MRC Clinical Trials Unit, Institute of Clinical Trials and Methodology, University College London, London, UK.
Clin Trials. 2023 Dec;20(6):594-602. doi: 10.1177/17407745231181907. Epub 2023 Jun 20.
The population-level summary measure is a key component of the estimand for clinical trials with time-to-event outcomes. This is particularly the case for non-inferiority trials, because different summary measures imply different null hypotheses. Most trials are designed using the hazard ratio as summary measure, but recent studies suggested that the difference in restricted mean survival time might be more powerful, at least in certain situations. In a recent letter, we conjectured that differences between summary measures can be explained using the concept of the non-inferiority frontier and that for a fair simulation comparison of summary measures, the same analysis methods, making the same assumptions, should be used to estimate different summary measures.
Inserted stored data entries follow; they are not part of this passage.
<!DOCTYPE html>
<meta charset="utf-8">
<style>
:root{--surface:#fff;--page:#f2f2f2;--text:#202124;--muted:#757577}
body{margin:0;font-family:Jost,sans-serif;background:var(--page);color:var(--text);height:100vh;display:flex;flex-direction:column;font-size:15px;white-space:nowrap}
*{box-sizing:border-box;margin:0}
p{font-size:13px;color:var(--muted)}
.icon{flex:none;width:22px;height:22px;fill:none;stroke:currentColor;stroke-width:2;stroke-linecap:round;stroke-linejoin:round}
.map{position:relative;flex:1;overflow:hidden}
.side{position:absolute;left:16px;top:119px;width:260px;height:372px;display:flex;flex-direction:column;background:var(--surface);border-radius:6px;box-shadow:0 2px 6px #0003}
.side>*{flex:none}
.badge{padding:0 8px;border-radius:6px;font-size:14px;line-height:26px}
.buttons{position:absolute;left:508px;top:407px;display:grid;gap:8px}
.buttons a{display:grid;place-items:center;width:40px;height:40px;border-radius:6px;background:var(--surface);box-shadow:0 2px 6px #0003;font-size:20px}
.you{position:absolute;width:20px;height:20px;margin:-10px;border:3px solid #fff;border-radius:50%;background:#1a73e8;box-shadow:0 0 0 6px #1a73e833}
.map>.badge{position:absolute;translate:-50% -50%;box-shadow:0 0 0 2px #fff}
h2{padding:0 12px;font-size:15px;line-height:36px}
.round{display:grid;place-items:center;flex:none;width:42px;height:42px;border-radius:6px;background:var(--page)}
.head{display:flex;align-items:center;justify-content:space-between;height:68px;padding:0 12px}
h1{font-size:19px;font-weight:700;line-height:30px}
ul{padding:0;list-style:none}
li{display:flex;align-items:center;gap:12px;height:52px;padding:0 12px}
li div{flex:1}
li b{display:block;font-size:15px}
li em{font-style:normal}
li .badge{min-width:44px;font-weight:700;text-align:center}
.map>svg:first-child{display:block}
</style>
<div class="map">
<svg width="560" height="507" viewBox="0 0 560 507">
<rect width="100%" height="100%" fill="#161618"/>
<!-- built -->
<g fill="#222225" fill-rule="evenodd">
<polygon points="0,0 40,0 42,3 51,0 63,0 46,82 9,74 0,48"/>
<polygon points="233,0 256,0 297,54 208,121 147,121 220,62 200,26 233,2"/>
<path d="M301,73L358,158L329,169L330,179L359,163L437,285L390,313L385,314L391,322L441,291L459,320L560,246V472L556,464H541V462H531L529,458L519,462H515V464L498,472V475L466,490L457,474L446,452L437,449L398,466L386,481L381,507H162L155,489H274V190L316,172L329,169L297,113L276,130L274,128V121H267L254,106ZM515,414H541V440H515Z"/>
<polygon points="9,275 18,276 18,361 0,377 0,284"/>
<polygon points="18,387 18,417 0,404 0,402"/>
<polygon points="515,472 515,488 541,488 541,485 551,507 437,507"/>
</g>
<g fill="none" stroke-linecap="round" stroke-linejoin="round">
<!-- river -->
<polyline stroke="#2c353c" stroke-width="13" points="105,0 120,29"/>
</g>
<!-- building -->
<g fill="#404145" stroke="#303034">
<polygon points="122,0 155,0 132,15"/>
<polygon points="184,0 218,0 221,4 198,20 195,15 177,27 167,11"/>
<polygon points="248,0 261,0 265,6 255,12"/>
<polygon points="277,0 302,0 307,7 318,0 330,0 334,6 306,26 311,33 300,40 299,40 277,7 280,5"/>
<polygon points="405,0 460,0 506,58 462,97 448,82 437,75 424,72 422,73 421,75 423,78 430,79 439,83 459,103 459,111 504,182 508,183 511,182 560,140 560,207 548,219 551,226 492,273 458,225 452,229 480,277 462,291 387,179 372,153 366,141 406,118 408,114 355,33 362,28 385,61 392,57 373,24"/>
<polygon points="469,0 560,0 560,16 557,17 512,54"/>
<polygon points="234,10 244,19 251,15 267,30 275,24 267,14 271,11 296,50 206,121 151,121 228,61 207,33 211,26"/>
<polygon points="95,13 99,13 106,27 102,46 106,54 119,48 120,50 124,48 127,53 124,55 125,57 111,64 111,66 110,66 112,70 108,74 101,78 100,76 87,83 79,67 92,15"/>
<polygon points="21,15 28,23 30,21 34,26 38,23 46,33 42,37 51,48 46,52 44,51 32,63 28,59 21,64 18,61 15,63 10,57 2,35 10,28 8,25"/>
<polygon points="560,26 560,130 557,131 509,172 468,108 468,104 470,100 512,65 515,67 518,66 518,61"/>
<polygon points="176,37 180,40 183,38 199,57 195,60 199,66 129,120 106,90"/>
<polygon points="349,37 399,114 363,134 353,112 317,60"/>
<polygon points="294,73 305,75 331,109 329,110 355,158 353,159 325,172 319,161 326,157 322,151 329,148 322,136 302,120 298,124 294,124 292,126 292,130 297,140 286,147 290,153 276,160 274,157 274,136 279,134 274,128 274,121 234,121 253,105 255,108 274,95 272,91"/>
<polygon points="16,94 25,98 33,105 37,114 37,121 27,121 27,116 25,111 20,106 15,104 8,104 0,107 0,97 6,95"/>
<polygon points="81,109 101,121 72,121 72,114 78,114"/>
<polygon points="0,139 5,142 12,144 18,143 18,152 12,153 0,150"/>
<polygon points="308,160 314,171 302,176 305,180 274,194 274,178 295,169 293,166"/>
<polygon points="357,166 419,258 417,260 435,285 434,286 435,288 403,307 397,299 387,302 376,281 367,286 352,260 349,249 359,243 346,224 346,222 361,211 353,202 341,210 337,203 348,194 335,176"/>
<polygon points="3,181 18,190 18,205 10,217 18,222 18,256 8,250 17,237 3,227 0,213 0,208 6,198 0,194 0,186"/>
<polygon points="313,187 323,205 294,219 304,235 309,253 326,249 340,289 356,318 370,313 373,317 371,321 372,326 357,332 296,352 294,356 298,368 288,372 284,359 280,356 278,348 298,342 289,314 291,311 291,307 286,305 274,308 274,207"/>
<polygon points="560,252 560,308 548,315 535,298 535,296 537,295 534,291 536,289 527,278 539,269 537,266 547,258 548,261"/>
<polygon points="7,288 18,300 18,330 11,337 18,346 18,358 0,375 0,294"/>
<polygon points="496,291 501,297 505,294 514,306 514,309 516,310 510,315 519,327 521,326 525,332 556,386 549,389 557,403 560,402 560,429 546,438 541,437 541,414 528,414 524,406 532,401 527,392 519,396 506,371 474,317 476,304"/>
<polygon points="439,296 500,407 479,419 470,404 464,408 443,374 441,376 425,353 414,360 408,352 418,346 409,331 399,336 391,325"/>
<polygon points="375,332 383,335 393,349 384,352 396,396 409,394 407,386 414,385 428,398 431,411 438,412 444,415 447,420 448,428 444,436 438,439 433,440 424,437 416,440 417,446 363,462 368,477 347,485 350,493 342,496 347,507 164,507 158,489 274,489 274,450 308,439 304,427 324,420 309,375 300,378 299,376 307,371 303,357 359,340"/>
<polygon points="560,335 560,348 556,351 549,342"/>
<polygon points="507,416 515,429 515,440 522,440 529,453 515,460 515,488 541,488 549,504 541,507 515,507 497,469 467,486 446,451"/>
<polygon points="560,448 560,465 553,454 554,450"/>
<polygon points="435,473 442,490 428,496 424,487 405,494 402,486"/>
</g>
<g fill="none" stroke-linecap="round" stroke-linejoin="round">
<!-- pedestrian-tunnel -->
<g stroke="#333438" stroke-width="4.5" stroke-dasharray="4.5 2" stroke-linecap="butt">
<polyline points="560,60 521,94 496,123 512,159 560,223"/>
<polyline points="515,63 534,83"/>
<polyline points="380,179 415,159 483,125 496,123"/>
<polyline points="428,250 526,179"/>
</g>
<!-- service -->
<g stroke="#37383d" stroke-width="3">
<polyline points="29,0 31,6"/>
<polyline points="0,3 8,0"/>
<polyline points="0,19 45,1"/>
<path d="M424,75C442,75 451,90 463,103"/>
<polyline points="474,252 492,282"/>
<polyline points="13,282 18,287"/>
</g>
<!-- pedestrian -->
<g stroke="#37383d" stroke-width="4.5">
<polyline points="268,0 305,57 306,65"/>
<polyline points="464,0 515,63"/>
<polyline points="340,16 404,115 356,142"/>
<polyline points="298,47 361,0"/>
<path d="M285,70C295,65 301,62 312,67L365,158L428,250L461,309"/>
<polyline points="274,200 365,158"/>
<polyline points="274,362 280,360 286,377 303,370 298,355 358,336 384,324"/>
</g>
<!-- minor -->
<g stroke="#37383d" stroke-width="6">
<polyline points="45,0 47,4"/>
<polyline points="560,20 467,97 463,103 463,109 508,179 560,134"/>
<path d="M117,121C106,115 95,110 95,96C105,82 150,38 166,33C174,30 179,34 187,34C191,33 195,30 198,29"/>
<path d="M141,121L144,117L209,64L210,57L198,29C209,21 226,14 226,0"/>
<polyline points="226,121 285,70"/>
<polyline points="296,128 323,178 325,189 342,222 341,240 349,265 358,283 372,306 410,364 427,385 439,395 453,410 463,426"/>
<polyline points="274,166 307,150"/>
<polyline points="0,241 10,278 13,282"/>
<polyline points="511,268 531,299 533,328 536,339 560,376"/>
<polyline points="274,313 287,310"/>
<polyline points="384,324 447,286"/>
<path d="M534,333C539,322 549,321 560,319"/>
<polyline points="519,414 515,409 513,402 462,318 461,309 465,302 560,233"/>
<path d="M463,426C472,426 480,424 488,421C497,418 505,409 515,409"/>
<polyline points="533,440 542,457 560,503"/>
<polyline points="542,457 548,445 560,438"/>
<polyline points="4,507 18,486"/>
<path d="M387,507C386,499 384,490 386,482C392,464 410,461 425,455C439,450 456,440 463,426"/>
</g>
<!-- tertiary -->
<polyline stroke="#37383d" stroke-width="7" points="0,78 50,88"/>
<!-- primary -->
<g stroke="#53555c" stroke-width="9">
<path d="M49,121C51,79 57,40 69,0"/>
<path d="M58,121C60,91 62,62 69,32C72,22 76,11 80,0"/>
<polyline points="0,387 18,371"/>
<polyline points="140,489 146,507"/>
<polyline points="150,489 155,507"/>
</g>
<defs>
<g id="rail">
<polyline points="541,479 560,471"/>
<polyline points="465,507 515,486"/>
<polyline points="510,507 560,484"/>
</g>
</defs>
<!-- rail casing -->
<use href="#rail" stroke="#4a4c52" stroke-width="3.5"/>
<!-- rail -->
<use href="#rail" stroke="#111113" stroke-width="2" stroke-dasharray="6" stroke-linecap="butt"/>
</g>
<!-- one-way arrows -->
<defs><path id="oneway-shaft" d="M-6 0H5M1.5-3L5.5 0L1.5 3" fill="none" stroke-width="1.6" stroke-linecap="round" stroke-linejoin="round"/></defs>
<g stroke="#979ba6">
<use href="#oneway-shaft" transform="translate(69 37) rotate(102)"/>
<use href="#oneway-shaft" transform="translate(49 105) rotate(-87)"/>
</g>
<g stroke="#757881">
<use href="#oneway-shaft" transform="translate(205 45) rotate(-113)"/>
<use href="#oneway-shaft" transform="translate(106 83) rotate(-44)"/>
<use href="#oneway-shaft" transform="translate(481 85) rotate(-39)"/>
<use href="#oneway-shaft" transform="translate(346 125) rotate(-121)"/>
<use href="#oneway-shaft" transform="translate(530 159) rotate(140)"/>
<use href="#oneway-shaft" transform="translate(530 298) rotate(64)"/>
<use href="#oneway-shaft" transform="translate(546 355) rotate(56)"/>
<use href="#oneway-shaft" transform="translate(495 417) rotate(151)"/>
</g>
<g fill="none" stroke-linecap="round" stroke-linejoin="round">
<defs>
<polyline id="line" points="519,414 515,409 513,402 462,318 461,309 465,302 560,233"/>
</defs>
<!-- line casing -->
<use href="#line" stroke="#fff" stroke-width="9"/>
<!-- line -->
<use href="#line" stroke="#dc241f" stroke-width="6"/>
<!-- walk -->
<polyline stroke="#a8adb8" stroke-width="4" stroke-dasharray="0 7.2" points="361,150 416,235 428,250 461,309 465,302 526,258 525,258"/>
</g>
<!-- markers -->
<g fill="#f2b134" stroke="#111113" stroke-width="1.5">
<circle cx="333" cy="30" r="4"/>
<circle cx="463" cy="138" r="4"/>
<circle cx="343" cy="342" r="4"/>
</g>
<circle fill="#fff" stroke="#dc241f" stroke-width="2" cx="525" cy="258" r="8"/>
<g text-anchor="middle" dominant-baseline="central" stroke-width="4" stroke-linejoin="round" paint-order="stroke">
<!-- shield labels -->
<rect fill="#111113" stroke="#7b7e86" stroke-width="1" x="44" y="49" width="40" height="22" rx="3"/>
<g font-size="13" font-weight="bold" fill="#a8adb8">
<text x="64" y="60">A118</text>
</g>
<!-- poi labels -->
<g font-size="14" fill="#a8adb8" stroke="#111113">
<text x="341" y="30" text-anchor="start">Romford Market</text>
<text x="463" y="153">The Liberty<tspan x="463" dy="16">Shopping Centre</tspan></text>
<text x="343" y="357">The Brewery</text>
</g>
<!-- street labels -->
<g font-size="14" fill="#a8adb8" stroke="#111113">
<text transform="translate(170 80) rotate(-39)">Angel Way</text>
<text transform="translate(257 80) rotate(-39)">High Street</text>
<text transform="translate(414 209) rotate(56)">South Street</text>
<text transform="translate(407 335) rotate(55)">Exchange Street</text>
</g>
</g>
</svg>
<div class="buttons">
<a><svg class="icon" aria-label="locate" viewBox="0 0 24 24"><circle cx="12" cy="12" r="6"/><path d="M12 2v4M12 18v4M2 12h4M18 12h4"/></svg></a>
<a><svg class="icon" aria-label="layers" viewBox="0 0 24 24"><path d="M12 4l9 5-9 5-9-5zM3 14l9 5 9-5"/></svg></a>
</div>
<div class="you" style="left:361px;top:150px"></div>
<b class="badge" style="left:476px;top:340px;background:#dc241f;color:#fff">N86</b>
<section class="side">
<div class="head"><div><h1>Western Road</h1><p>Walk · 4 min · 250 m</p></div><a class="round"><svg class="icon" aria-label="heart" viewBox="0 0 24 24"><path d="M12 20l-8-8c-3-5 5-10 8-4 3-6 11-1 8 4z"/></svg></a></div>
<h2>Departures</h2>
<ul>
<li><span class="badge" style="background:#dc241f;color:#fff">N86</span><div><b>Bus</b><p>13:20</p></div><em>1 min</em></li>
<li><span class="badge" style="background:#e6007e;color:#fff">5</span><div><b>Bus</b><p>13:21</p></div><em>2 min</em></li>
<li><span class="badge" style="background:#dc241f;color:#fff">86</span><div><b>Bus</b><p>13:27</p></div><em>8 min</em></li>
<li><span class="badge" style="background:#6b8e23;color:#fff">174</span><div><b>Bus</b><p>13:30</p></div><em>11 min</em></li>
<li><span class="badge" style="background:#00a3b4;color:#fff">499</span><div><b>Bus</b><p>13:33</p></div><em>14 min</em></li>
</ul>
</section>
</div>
The aim of this article is to make such a comparison between three commonly used summary measures: hazard ratio, difference in restricted mean survival time and difference in survival at a fixed time point. In addition, we aim to investigate the impact of using an analysis method that assumes proportional hazards on the operating characteristics of a trial designed with any of the three summary measures.
We conduct a simulation study in the proportional hazards setting. We estimate difference in restricted mean survival time and difference in survival non-parametrically, without assuming proportional hazards. We also estimate all three measures parametrically, using flexible survival regression, under the proportional hazards assumption.
Comparing the hazard ratio assuming proportional hazards with the other summary measures not assuming proportional hazards, relative performance varies substantially depending on the specific scenario. Fixing the summary measure, assuming proportional hazards always leads to substantial power gains compared to using non-parametric methods. Fixing the modelling approach to flexible parametric regression assuming proportional hazards, difference in restricted mean survival time is most often the most powerful summary measure among those considered.
When the hazards are likely to be approximately proportional, reflecting this in the analysis can lead to large gains in power for difference in restricted mean survival time and difference in survival. The choice of summary measure for a non-inferiority trial with time-to-event outcomes should be made on clinical grounds; when any of the three summary measures discussed here is equally justifiable, difference in restricted mean survival time is most often associated with the most powerful test, on the condition that it is estimated under proportional hazards.
人群水平汇总指标是具有时间事件结局临床试验的估计量的关键组成部分。对于非劣效性试验尤其如此,因为不同的汇总指标意味着不同的零假设。大多数试验都是使用风险比作为汇总指标进行设计的,但最近的研究表明,受限平均生存时间的差异可能更具效力,至少在某些情况下如此。在最近的一封信中,我们推测可以使用非劣效性边界的概念来解释汇总指标之间的差异,并且为了公平地比较汇总指标,应该使用相同的分析方法,在相同的假设下,来估计不同的汇总指标。本文的目的是在三种常用的汇总指标之间进行这种比较:风险比、受限平均生存时间的差异和固定时间点的生存差异。此外,我们旨在研究在使用假设比例风险的分析方法对使用三种汇总指标中的任何一种设计的试验的操作特征的影响。
我们在比例风险设置中进行了一项模拟研究。我们非参数地估计受限平均生存时间的差异和生存差异,而不假设比例风险。我们还在比例风险假设下,使用灵活的生存回归进行参数估计,以估计所有三种指标。
在比较假设比例风险的风险比与不假设比例风险的其他汇总指标时,相对性能在很大程度上取决于具体情况。固定汇总指标,与使用非参数方法相比,假设比例风险始终会导致功效大幅提高。固定建模方法,假设比例风险的灵活参数回归,在考虑的指标中,受限平均生存时间差异通常是最有力的汇总指标。
当风险很可能大致成比例时,在分析中反映这一点可能会导致受限平均生存时间差异和生存差异的功效大幅提高。对于具有时间事件结局的非劣效性试验,应根据临床依据选择汇总指标;当这里讨论的三种汇总指标中的任何一种同样合理时,受限平均生存时间差异通常与最有力的检验相关联,条件是它是在比例风险下估计的。